Mr. Anthony Akurugu, the headteacher of ‘Junction-Mangoase’ District Assembly (D/A) Primary School has appealed to President Nana Addo Dankwa Akufo-Addo for immediate intervention to assist in building a classroom block with the necessary facilities.
He said “the neglected school and pupils” are in dire need of a classroom block with toilet/urinal, library, Head teacher’s office, furniture, and teachers’ accommodation to facilitate effective teaching and learning.
The school is now one of the most deprived primary schools in the country, hence, a befitting classroom to serve the nursery, kindergarten, and the primary one to six pupils.
“The school has been neglected, without even a single decent classroom and proper school furniture for meaningful studies since its establishment 30 years ago”, Mr. Akurugu made the appeal in an interview with the Ghana News Agency (GNA) at Junction-Mangoase’, a farming community in the Nkoranza North District of the Bono East Region.
“The situation is very worrying as classes end suddenly whenever it threatens to rain because pupils must run to their homes for shelter", the headteacher lamented.
He bemoaned “the school’s population is about 250 but disturbingly, the pupils are lacking the privilege to enjoy their basic right to quality education for lack of school building and other necessary materials for effective teaching and learning”.
Mr.
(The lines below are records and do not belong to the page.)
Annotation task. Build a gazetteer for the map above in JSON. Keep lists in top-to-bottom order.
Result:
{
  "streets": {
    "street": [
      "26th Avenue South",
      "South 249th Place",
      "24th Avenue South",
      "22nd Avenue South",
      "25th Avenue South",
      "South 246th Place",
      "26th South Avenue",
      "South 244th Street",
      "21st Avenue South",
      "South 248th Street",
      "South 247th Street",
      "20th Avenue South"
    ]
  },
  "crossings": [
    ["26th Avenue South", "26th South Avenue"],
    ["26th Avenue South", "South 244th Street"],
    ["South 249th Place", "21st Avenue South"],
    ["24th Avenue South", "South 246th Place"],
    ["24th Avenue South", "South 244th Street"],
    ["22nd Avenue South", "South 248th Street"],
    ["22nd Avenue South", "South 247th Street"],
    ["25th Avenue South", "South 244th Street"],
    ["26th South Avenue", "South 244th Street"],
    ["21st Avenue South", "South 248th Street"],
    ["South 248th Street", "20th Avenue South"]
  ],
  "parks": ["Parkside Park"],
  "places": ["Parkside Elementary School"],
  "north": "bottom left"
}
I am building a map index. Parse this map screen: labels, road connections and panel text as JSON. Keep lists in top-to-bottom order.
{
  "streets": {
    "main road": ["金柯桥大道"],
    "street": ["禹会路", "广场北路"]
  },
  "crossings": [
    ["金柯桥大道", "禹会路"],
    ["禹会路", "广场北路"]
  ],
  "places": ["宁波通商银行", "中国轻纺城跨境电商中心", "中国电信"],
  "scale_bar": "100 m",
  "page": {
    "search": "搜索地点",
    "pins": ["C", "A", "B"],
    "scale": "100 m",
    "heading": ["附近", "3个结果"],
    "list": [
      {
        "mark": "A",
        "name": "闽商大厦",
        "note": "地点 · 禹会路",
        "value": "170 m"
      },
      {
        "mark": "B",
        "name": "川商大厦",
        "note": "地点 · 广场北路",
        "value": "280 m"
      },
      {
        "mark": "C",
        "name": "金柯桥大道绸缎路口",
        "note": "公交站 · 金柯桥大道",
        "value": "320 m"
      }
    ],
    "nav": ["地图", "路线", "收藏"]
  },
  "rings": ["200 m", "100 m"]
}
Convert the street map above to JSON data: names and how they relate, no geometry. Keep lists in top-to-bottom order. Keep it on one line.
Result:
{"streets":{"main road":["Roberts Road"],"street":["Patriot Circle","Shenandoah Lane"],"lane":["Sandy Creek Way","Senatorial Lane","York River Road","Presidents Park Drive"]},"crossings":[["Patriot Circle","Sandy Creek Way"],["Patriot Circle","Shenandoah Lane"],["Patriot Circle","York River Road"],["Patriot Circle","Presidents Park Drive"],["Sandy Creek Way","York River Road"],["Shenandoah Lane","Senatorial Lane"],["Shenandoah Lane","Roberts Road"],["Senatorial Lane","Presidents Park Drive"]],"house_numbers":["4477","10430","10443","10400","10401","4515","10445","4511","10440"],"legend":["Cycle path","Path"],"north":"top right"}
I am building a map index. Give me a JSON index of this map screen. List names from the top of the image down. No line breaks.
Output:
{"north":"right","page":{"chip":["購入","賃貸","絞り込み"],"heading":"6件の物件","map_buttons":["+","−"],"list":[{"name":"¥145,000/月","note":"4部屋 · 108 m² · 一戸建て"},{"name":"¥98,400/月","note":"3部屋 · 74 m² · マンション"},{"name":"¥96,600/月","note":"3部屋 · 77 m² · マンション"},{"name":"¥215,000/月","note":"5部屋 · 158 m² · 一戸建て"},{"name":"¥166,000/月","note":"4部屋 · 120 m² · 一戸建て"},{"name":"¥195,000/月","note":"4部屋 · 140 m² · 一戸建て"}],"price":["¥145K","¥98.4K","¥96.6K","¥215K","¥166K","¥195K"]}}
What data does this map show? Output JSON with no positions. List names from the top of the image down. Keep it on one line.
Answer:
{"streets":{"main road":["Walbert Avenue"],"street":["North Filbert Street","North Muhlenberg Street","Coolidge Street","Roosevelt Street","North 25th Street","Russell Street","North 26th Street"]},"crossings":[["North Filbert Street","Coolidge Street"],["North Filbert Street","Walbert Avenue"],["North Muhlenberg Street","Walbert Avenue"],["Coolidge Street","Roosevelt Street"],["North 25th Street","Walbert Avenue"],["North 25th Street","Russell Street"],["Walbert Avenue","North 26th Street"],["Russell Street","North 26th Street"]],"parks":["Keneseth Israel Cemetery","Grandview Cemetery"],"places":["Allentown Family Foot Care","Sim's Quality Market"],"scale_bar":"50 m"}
Akurugu alleged the school has no record of single furniture donated by successive governments and due to that, the pupils sit on the bare floor to write.
He said it had always been difficult as a school to meet its learning objectives set for an academic year because classes were often interrupted by rainfall.
Mr. Akurugu pleaded with President Akufo-Addo to ensure the speedy provision of a befitting classroom block for the current generation of pupils and those yet unborn in the community to feel that “they are really Ghanaians and also getting their fair share of the national cake”.
That, he hoped would be a great relief for the parents and guardians in the community because “we sometimes wonder if really the pupils are part of Ghanaian school children”.
Mr. Akurugu appealed to non-governmental, charitable organisations, corporate entities, and philanthropists home and abroad to come to their aid “to secure the future of these little ones.